WASHINGTON - The United States may have to close schools, restrict travel and ration scarce medications if a powerful new flu strain spurs a worldwide outbreak, according to federal plans for the next pandemic, obtained Wednesday by The Associated Press.
It will take months to brew a vaccine that works against the kind of super-flu that causes a pandemic, although government preparations include research to speed that production. The federal plans have been long-awaited by flu specialists, who say it’s only a matter of time before the next pandemic strikes and the nation is woefully unprepared. There have been three flu pandemics in the last century, the worst in 1918, when more than half a million Americans and 20 million people worldwide died. Concern is rising that the next pandemic could be triggered by the recurring bird flu in Asia, if it mutates in a way that lets it spread easily among people. “We’re all holding our breath,” Dr. Julie Gerberding, head of the Centers for Disease Control and Prevention, said in an interview Wednesday. About 36,000 Americans die from regular flu every winter. Pandemics strike when the easily mutable influenza virus shifts to a strain that people have never experienced before.
				New national response plan
				It’s impossible to predict the next pandemic’s toll, but a bad 
				one could kill up to 207,000 Americans, says the Pandemic 
				Influenza Response and Preparedness Plan.  Millions of sick 
				patients could swarm doctors’ offices and hospitals, says the 
				plan, which stresses that states and hospitals must figure out 
				now how they would free up hospital beds and perform triage. 
				There could also be an economic and social wallop from 
				disruption of transportation, commerce, even routine public 
				safety, warns the plan, to be released Thursday by the Health 
				and Human Services Department. Among its suggested preparations 
				to limit the spread of infection and care for the ill, the plan 
				stresses major federal research to create “seed strains” of 
				worrisome flu types as potential vaccine candidates. Such work 
				might shave a few months off the typical six to eight months it 
				now takes to brew a new flu vaccine, said Dr. Anthony Fauci, the 
				National Institutes of Health’s infectious disease chief. The 
				plan is a first draft, open for public comment through October. 
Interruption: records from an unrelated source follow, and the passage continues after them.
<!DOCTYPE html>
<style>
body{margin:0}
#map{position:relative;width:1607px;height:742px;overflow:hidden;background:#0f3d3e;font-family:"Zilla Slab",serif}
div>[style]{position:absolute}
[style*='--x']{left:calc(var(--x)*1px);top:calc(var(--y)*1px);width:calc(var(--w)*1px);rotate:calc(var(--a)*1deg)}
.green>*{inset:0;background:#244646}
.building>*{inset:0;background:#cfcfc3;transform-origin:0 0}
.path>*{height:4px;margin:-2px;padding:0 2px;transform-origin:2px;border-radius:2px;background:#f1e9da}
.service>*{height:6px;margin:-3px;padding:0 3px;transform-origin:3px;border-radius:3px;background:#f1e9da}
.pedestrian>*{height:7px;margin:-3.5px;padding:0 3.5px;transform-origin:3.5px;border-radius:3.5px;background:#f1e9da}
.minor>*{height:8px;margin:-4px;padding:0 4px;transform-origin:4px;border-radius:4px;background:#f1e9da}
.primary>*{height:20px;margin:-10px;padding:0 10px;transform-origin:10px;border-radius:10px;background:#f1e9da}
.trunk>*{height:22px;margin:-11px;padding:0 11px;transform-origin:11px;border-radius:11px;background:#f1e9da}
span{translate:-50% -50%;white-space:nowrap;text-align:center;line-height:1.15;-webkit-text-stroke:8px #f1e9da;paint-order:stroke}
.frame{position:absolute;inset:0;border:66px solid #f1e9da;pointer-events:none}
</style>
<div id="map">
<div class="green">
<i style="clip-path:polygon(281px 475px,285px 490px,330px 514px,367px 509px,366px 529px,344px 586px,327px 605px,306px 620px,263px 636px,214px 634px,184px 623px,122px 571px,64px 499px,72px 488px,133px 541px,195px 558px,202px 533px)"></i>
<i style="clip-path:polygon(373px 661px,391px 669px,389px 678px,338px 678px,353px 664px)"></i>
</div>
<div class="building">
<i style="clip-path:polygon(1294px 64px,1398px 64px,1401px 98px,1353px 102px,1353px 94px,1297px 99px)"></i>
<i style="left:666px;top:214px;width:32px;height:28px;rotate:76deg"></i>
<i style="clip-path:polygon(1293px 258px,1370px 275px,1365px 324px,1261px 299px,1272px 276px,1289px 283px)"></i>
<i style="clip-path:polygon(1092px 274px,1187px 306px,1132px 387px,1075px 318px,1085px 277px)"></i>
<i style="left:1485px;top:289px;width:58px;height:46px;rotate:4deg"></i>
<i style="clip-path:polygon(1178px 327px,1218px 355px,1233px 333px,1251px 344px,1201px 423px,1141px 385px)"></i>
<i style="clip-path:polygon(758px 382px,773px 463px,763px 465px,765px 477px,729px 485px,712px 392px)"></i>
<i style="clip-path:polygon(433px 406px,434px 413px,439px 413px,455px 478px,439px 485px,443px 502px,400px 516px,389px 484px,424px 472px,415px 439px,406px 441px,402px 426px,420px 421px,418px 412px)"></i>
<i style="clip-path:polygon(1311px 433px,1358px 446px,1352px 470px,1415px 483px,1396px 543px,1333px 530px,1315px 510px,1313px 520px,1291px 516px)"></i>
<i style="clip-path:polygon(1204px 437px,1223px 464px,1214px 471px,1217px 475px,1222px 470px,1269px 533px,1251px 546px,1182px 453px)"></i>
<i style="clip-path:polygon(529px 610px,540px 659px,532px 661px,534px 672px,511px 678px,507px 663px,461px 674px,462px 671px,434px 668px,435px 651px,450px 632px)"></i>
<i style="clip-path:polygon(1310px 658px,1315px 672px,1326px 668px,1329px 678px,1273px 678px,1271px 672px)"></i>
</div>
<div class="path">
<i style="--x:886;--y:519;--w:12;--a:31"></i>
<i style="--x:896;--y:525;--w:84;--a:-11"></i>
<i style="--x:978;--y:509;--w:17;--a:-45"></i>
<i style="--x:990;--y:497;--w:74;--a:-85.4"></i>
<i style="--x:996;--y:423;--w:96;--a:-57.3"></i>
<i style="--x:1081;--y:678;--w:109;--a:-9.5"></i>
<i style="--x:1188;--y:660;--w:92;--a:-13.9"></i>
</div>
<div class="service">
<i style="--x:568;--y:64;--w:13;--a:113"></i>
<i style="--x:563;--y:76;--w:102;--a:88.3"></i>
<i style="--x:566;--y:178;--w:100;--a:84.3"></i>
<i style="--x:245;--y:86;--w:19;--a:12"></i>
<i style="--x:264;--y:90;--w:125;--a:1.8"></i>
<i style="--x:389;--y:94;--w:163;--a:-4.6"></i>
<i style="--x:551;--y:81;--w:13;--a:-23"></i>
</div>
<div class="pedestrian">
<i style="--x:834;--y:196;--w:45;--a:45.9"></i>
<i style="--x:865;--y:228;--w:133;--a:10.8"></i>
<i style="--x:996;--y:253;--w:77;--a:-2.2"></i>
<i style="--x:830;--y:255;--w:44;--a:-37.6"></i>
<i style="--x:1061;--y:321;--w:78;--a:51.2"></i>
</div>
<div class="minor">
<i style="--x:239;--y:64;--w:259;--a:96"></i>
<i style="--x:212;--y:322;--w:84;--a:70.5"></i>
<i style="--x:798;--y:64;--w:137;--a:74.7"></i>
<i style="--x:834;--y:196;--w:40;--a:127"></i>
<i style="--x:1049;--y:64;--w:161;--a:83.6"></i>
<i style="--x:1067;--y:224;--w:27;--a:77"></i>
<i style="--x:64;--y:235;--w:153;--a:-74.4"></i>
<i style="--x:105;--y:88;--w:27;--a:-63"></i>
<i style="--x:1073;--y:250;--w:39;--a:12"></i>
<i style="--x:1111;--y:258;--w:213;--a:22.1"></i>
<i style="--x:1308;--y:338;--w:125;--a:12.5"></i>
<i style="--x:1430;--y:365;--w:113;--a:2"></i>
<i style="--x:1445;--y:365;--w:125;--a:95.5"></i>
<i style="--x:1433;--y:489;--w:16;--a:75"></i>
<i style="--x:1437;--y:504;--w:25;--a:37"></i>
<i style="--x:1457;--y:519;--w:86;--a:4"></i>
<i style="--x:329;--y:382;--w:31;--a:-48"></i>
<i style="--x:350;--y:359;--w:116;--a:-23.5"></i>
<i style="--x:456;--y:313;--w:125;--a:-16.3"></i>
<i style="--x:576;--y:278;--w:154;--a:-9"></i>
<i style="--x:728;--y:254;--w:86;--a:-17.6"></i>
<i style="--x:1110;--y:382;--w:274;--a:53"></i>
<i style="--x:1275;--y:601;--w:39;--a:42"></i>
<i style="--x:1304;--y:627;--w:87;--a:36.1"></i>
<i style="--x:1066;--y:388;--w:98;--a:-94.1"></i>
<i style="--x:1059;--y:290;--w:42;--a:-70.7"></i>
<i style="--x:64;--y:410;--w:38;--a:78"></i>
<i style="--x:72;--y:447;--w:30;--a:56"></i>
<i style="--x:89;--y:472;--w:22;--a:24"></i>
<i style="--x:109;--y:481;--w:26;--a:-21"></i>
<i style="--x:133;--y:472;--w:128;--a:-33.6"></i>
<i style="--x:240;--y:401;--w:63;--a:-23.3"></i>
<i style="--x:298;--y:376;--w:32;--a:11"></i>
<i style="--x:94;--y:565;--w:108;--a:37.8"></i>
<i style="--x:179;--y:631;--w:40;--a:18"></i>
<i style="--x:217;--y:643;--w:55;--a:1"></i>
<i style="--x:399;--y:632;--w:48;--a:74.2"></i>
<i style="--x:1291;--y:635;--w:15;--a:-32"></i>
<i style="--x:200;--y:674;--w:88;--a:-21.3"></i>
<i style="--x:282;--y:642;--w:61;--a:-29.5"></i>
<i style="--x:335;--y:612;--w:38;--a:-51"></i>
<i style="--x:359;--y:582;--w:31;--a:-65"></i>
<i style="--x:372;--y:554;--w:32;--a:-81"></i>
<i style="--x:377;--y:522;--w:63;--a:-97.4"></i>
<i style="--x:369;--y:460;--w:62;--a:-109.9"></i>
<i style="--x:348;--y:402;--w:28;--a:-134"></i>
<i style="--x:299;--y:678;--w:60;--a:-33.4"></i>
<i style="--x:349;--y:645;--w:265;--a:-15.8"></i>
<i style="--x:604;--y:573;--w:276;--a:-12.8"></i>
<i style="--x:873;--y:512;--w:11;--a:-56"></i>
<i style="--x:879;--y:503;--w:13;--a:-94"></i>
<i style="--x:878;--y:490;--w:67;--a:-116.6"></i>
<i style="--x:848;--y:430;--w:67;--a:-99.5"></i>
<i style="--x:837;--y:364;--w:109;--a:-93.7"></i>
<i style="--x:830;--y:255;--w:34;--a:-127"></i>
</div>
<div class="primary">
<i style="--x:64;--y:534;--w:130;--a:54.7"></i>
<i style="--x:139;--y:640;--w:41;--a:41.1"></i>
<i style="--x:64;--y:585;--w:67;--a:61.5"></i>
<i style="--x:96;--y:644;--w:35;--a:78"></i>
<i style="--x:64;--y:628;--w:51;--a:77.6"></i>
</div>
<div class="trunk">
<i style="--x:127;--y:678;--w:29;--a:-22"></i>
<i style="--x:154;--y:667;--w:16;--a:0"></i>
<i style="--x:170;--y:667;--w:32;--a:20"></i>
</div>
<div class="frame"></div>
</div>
				Some big questions remain, including how to ration scarce 
				vaccines and anti-flu drugs during such a crisis. Doctors and 
				public safety workers may be just as important to treat early as 
				frail patients, the HHS plan notes. “This is a very sensitive 
				issue,” said Dr. William Schaffner of Vanderbilt University, who 
				advises the federal government on flu vaccine issues. “Should it 
				be like the Titanic — women and children first — or should it be 
				police and firefighters first? You can see the dilemmas.”
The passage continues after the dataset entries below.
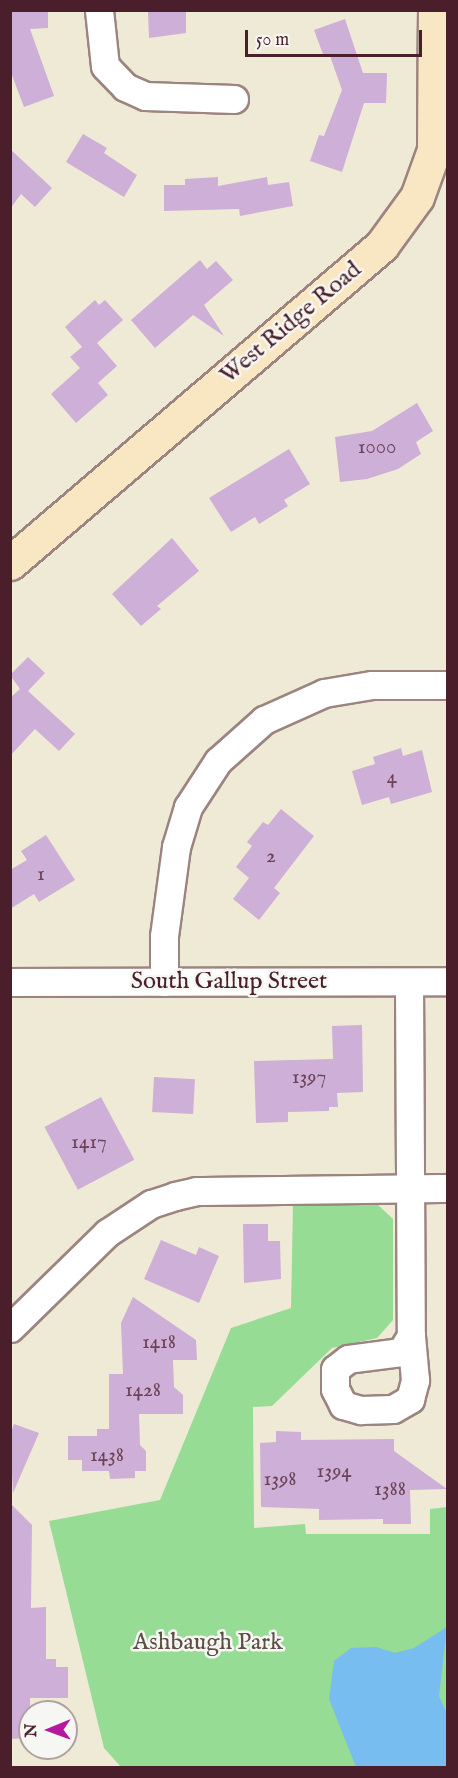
<!DOCTYPE html>
<html>
<head>
<meta charset="utf-8">
<style>
	body { margin:0 }
	#map { position:relative; width:458px; height:1778px; overflow:hidden; background:#efead5; font-family:"IM FELL English",serif }
	div>[style] { position:absolute }
	.green>* { inset:0; background:#96dc95 }
	.water>* { inset:0; background:#77bdef }
	.building>* { inset:0; background:#cdafd7; transform-origin:0 0 }
	.roads { filter:drop-shadow(2px 0 #9c8480) drop-shadow(-2px 0 #9c8480) drop-shadow(0 2px #9c8480) drop-shadow(0 -2px #9c8480) }
	.street>* { height:27px; margin:-13.5px; padding:0 13.5px; transform-origin:13.5px; border-radius:13.5px; background:#fff }
	.secondary>* { height:33px; margin:-16.5px; padding:0 16.5px; transform-origin:16.5px; border-radius:16.5px; background:#f9e7c3 }
	span { translate:-50% -50%; white-space:nowrap; text-align:center; line-height:1.15; -webkit-text-stroke:5px #f6f6f2; paint-order:stroke }
	.number-label { font-size:21px; color:#6b4356 }
	.number-label span { -webkit-text-stroke-width:0 }
	.street-label { font-size:24px; color:#4a1f2b }
	.park-label { font-size:24px; color:#5d4e46 }
	.frame { position:absolute; inset:0; border:12px solid #4a1f2b; pointer-events:none }
	.north { position:absolute; left:18px; top:1700px; width:60px; height:60px; box-sizing:border-box; background:#f6f6f2; border:2px solid #b1a0a2; border-radius:50%; rotate:269deg; font-size:16px; font-weight:700; line-height:24px; text-align:center; color:#4a1f2b }
	.north::after { content:''; display:block; margin:auto; width:21px; height:27px; background:#b5179e; clip-path:polygon(50% 0,100% 100%,50% 72%,0 100%) }
	.scale { position:absolute; left:245px; top:30px; width:177px; height:27px; box-sizing:border-box; border:3px solid #4a1f2b; border-top:0; padding-left:8px; font-size:18px; line-height:21px; white-space:nowrap; color:#4a1f2b; -webkit-text-stroke:4px #f6f6f2; paint-order:stroke }
</style>
</head>
<body>
<div id="map">
	<div class="green">
		<div style="clip-path:polygon(376px 1203px,393px 1219px,393px 1320px,377px 1338px,332px 1348px,272px 1406px,253px 1407px,254px 1528px,305px 1524px,306px 1534px,430px 1534px,430px 1509px,447px 1507px,447px 1767px,121px 1767px,104px 1748px,49px 1521px,160px 1500px,231px 1328px,291px 1308px,293px 1204px)"></div>
	</div>
	<div class="water">
		<div style="clip-path:polygon(447px 1627px,439px 1696px,447px 1714px,447px 1767px,356px 1767px,329px 1699px,334px 1661px,351px 1648px,376px 1647px,395px 1653px,414px 1648px)"></div>
	</div>
	<div class="building">
		<div style="clip-path:polygon(10px 10px,48px 10px,48px 28px,30px 29px,54px 96px,24px 107px,10px 70px)"></div>
		<div style="clip-path:polygon(148px 10px,186px 10px,186px 33px,149px 38px)"></div>
		<div style="clip-path:polygon(345px 19px,363px 73px,387px 73px,386px 103px,364px 103px,342px 172px,310px 161px,319px 135px,324px 136px,342px 90px,330px 56px,324px 57px,314px 30px)"></div>
		<div style="clip-path:polygon(83px 134px,107px 148px,104px 153px,137px 175px,124px 197px,66px 162px)"></div>
		<div style="clip-path:polygon(10px 149px,52px 188px,35px 207px,21px 194px,10px 209px)"></div>
		<div style="clip-path:polygon(218px 177px,218px 186px,267px 177px,268px 185px,289px 182px,293px 206px,240px 216px,239px 209px,164px 211px,164px 185px,185px 185px,185px 179px)"></div>
		<div style="clip-path:polygon(200px 260px,207px 269px,216px 261px,233px 280px,204px 305px,224px 336px,193px 315px,155px 348px,131px 320px)"></div>
		<div style="clip-path:polygon(95px 300px,99px 305px,105px 300px,123px 320px,97px 343px,117px 366px,98px 383px,108px 395px,76px 423px,51px 394px,80px 368px,70px 357px,82px 347px,65px 327px)"></div>
		<div style="clip-path:polygon(417px 403px,433px 431px,416px 442px,421px 454px,398px 469px,367px 479px,340px 482px,335px 437px,372px 431px)"></div>
		<div style="clip-path:polygon(289px 449px,310px 484px,284px 500px,288px 506px,259px 524px,255px 517px,231px 532px,209px 498px)"></div>
		<div style="clip-path:polygon(172px 538px,199px 571px,157px 606px,161px 609px,141px 626px,112px 594px)"></div>
		<div style="clip-path:polygon(28px 657px,45px 673px,28px 691px,75px 734px,59px 751px,35px 729px,10px 756px,10px 698px,20px 689px,10px 675px)"></div>
		<div style="clip-path:polygon(401px 748px,403px 756px,422px 750px,432px 792px,391px 804px,389px 797px,362px 805px,352px 771px,375px 764px,373px 757px)"></div>
		<div style="clip-path:polygon(281px 809px,314px 836px,274px 888px,280px 893px,259px 920px,233px 899px,249px 878px,236px 867px,252px 846px,247px 842px,263px 822px,268px 825px)"></div>
		<div style="clip-path:polygon(46px 835px,75px 880px,39px 902px,34px 894px,10px 909px,10px 870px,27px 860px,21px 851px)"></div>
		<div style="clip-path:polygon(362px 1025px,363px 1092px,337px 1093px,338px 1107px,329px 1107px,329px 1111px,288px 1112px,288px 1122px,256px 1123px,254px 1061px,333px 1059px,332px 1026px)"></div>
		<div style="left:154px;top:1077px;width:41px;height:35px;rotate:3deg"></div>
		<div style="left:101px;top:1097px;width:71px;height:64px;rotate:62deg"></div>
		<div style="clip-path:polygon(243px 1224px,268px 1224px,268px 1241px,280px 1241px,281px 1279px,244px 1283px)"></div>
		<div style="clip-path:polygon(161px 1240px,196px 1255px,199px 1247px,219px 1256px,199px 1303px,144px 1279px)"></div>
		<div style="clip-path:polygon(133px 1297px,196px 1340px,197px 1360px,173px 1360px,174px 1387px,183px 1395px,183px 1414px,139px 1414px,140px 1445px,146px 1451px,146px 1471px,135px 1471px,135px 1478px,110px 1479px,109px 1471px,82px 1471px,82px 1460px,68px 1460px,68px 1436px,97px 1436px,97px 1429px,109px 1429px,109px 1374px,123px 1374px,121px 1323px)"></div>
		<div style="clip-path:polygon(14px 1424px,39px 1433px,13px 1493px,10px 1435px)"></div>
		<div style="clip-path:polygon(276px 1431px,301px 1432px,301px 1440px,394px 1439px,394px 1451px,447px 1489px,410px 1490px,411px 1524px,383px 1524px,383px 1519px,319px 1520px,319px 1509px,261px 1507px,260px 1443px,276px 1442px)"></div>
		<div style="clip-path:polygon(10px 1503px,32px 1525px,31px 1608px,46px 1607px,46px 1659px,56px 1659px,56px 1667px,68px 1667px,68px 1698px,30px 1698px,30px 1738px,10px 1739px)"></div>
	</div>
	<div class="roads">
		<div class="street">
			<div style="left:99px;top:10px;width:56px;rotate:83.9deg"></div>
			<div style="left:105px;top:66px;width:29px;rotate:46deg"></div>
			<div style="left:125px;top:87px;width:22px;rotate:24deg"></div>
			<div style="left:145px;top:96px;width:89px;rotate:1.9deg"></div>
			<div style="left:10px;top:982px;width:438px;rotate:-0.1deg"></div>
			<div style="left:164px;top:982px;width:46px;rotate:-90deg"></div>
			<div style="left:164px;top:936px;width:90px;rotate:-82.3deg"></div>
			<div style="left:176px;top:847px;width:42px;rotate:-73.3deg"></div>
			<div style="left:188px;top:807px;width:55px;rotate:-56.9deg"></div>
			<div style="left:218px;top:761px;width:62px;rotate:-41.7deg"></div>
			<div style="left:264px;top:720px;width:66px;rotate:-24.2deg"></div>
			<div style="left:324px;top:693px;width:49px;rotate:-9.5deg"></div>
			<div style="left:372px;top:685px;width:76px"></div>
			<div style="left:409px;top:982px;width:354px;rotate:89.7deg"></div>
			<div style="left:411px;top:1336px;width:19px;rotate:122deg"></div>
			<div style="left:401px;top:1352px;width:53px;rotate:172.5deg"></div>
			<div style="left:348px;top:1359px;width:16px;rotate:142deg"></div>
			<div style="left:335px;top:1369px;width:20px;rotate:90deg"></div>
			<div style="left:335px;top:1389px;width:18px;rotate:63deg"></div>
			<div style="left:343px;top:1405px;width:19px;rotate:16deg"></div>
			<div style="left:361px;top:1410px;width:32px;rotate:-2deg"></div>
			<div style="left:393px;top:1409px;width:20px;rotate:-30deg"></div>
			<div style="left:410px;top:1399px;width:20px;rotate:-75deg"></div>
			<div style="left:415px;top:1380px;width:44px;rotate:-95.2deg"></div>
			<div style="left:10px;top:1328px;width:136px;rotate:-44.4deg"></div>
			<div style="left:107px;top:1233px;width:53px;rotate:-33.4deg"></div>
			<div style="left:151px;top:1204px;width:25px;rotate:-18deg"></div>
			<div style="left:175px;top:1196px;width:22px;rotate:-13deg"></div>
			<div style="left:196px;top:1191px;width:252px;rotate:-0.7deg"></div>
		</div>
		<div class="secondary">
			<div style="left:10px;top:563px;width:489px;rotate:-40.5deg"></div>
			<div style="left:382px;top:245px;width:59px;rotate:-53.9deg"></div>
			<div style="left:417px;top:197px;width:50px;rotate:-70.1deg"></div>
			<div style="left:434px;top:150px;width:140px;rotate:-89.6deg"></div>
		</div>
	</div>
	<div class="number-label">
		<span style="left:377px;top:448px">1000</span>
		<span style="left:392px;top:778px">4</span>
		<span style="left:271px;top:857px">2</span>
		<span style="left:41px;top:875px">1</span>
		<span style="left:309px;top:1078px">1397</span>
		<span style="left:89px;top:1143px">1417</span>
		<span style="left:159px;top:1343px">1418</span>
		<span style="left:143px;top:1391px">1428</span>
		<span style="left:107px;top:1456px">1438</span>
		<span style="left:334px;top:1472px">1394</span>
		<span style="left:280px;top:1480px">1398</span>
		<span style="left:390px;top:1490px">1388</span>
	</div>
	<div class="street-label">
		<span style="left:291px;top:323px;rotate:-40deg">West Ridge Road</span>
		<span style="left:229px;top:982px">South Gallup Street</span>
	</div>
	<div class="park-label">
		<span style="left:208px;top:1643px">Ashbaugh Park</span>
	</div>
	<div class="frame"></div>
	<div class="north">N</div>
	<div class="scale">50 m</div>
</div>
</body>
</html>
Other preparations are under way:
Depending on where a pandemic begins and how virulent it seems, the first protections probably will include travel restrictions, schools closures, restrictions on public gatherings and even quarantines to limit the spread of infection, Gerberding said. “Good, old-fashioned isolation and quarantine have a special role to play in any pandemic,” she said. “One of the things we have to do now, before we’re in the middle of this situation, is do our very best to make sure people understand what would be the first steps, why they’d be necessary and what they can do to minimize the disruption.”